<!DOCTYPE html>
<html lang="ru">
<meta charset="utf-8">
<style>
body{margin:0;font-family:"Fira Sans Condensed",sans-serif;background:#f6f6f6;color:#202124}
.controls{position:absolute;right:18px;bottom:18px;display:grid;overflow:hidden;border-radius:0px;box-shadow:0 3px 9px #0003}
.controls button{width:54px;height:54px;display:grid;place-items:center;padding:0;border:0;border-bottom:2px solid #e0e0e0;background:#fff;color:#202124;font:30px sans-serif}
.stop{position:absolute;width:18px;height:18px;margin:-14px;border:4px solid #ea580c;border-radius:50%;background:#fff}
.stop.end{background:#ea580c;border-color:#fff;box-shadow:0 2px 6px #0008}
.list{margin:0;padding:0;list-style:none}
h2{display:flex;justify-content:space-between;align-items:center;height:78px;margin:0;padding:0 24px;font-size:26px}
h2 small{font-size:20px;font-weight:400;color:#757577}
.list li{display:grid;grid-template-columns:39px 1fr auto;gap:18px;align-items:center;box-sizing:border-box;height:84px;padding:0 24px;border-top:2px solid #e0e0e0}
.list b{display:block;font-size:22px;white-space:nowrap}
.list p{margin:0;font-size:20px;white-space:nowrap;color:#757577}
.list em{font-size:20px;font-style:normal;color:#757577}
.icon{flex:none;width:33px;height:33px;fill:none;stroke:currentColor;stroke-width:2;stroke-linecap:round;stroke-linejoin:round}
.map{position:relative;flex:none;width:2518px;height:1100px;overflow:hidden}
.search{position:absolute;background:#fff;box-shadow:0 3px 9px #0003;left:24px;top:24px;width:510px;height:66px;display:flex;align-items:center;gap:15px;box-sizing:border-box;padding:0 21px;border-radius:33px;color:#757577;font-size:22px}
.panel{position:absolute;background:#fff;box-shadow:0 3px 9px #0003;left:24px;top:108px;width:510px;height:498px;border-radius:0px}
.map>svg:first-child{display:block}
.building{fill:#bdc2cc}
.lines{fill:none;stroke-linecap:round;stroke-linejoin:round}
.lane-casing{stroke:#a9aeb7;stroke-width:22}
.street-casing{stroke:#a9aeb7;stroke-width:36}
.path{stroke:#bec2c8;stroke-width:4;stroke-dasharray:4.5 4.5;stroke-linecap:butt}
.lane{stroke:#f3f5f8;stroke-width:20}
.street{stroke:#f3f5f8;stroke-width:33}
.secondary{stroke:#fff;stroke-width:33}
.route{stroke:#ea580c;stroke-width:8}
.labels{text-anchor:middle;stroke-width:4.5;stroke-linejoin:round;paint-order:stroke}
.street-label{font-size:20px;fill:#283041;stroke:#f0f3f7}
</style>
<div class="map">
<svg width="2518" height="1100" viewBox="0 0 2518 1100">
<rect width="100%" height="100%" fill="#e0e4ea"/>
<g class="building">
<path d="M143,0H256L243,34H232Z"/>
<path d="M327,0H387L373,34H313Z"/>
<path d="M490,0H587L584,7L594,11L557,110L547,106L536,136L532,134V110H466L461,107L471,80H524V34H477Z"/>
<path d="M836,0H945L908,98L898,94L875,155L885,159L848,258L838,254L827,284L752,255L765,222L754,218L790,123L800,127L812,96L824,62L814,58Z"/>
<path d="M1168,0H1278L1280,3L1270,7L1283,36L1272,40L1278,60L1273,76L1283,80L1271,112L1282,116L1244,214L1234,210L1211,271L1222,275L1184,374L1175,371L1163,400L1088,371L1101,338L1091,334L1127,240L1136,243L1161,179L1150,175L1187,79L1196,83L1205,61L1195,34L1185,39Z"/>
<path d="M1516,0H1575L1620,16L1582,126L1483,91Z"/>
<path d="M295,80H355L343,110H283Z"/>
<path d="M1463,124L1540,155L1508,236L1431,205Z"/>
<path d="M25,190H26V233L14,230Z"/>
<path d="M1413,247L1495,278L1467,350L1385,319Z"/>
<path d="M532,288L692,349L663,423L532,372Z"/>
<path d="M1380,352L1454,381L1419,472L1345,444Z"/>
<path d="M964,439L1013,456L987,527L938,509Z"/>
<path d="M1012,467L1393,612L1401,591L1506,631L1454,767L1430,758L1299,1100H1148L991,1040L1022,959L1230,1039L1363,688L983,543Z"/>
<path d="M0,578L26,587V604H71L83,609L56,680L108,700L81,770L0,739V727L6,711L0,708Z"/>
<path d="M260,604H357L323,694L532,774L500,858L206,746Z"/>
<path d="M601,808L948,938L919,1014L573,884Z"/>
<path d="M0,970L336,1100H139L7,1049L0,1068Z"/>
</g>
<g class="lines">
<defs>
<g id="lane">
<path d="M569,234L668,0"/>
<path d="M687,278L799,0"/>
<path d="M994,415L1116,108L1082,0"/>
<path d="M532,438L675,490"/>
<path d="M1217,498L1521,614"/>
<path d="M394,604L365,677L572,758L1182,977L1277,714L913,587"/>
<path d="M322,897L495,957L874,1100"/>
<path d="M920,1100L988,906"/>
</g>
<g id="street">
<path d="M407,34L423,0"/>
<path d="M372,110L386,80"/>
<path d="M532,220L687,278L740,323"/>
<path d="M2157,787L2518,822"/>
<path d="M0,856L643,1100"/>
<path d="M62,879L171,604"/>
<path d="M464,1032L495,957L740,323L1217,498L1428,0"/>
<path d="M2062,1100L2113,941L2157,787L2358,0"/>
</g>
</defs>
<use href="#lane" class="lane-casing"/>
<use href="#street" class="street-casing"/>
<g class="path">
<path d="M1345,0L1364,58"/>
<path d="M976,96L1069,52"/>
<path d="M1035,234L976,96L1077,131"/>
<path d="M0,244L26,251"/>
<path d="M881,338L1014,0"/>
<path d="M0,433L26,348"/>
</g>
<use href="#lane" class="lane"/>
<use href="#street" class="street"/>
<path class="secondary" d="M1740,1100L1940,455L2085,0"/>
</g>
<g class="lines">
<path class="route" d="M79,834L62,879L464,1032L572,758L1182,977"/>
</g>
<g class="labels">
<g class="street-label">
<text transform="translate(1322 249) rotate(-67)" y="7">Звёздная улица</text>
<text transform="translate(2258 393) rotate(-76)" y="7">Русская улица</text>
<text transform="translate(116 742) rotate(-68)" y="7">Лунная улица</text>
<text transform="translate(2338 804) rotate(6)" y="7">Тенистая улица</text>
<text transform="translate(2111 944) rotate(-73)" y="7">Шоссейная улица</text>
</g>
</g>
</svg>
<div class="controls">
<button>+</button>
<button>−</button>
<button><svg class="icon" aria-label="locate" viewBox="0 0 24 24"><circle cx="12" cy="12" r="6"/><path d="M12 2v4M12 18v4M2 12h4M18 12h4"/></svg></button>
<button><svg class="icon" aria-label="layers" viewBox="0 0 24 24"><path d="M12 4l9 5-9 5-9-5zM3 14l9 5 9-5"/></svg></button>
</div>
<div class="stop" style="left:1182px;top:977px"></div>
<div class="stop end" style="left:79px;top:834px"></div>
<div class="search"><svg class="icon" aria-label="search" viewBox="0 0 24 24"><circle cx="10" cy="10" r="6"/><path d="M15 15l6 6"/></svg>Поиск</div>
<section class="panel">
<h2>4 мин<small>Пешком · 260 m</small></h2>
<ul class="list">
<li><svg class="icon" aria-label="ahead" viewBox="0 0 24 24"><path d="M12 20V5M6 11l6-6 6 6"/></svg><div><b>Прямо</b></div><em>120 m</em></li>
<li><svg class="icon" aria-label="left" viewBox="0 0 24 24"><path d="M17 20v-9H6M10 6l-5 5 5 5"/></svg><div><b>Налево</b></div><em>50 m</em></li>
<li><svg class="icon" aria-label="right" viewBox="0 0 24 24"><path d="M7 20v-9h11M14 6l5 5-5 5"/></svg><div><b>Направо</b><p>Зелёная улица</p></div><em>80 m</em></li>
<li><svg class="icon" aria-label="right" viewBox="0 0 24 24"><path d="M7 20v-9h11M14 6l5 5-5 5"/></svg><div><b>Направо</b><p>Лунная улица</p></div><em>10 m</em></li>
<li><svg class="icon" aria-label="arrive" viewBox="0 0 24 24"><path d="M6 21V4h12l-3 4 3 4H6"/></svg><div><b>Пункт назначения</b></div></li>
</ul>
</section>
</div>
···
# [WHAT IS BEING ASKED]
In the data above, find each line that uses the string "solid". Copy it.

# [TASK ANSWER]
.controls button{width:54px;height:54px;display:grid;place-items:center;padding:0;border:0;border-bottom:2px solid #e0e0e0;background:#fff;color:#202124;font:30px sans-serif}
.stop{position:absolute;width:18px;height:18px;margin:-14px;border:4px solid #ea580c;border-radius:50%;background:#fff}
.list li{display:grid;grid-template-columns:39px 1fr auto;gap:18px;align-items:center;box-sizing:border-box;height:84px;padding:0 24px;border-top:2px solid #e0e0e0}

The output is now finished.